### Brief
From the entries that follow, list every line in which the string "above" appears.

■ ■ ■

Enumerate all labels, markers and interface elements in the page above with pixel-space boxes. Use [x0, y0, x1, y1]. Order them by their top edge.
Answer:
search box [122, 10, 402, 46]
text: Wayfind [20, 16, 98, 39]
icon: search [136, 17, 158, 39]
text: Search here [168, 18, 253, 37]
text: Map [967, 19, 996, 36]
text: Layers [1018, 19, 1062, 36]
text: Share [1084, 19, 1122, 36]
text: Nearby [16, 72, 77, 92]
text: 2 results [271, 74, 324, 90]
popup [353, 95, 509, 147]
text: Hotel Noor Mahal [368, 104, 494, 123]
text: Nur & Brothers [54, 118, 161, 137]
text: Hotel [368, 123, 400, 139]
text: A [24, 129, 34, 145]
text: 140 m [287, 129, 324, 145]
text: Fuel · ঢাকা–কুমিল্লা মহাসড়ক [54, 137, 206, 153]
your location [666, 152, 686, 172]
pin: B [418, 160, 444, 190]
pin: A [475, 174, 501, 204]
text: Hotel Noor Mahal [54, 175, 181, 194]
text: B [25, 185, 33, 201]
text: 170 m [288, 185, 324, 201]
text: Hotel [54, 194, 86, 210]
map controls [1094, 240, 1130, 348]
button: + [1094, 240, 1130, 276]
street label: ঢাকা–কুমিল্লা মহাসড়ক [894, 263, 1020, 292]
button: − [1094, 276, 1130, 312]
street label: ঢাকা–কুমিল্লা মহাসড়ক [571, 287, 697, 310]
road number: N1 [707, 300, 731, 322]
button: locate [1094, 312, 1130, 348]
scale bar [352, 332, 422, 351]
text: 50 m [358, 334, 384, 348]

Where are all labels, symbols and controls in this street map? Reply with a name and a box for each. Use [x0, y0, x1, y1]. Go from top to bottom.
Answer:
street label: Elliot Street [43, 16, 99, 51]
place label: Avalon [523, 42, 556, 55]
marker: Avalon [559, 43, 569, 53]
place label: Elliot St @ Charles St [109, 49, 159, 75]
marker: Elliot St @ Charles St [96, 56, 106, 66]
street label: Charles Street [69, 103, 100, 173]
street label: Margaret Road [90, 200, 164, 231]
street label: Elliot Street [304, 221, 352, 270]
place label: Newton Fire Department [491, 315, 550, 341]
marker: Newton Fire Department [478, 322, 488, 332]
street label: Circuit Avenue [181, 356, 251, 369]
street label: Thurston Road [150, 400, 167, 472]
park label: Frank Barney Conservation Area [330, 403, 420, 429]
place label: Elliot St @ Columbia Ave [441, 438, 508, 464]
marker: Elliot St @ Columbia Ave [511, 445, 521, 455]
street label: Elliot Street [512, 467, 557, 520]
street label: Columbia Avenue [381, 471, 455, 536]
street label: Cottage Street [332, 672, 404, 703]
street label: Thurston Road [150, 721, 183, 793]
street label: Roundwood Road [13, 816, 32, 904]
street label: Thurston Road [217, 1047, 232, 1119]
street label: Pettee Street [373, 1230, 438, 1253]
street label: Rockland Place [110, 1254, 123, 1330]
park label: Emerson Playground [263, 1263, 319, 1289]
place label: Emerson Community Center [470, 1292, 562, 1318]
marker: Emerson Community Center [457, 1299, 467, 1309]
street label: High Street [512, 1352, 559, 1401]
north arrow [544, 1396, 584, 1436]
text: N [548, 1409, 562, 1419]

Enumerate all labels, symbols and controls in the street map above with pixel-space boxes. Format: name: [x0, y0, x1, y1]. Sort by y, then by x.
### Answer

■ ■ ■

### Written answer
Enumerate all labels, markers and interface elements in the page above with pixel-space boxes. Use [x0, y0, x1, y1]. Order them by their top edge.
Enumerate all labels, symbols and controls in the street map above with pixel-space boxes. Format: name: [x0, y0, x1, y1]. Sort by y, then by x.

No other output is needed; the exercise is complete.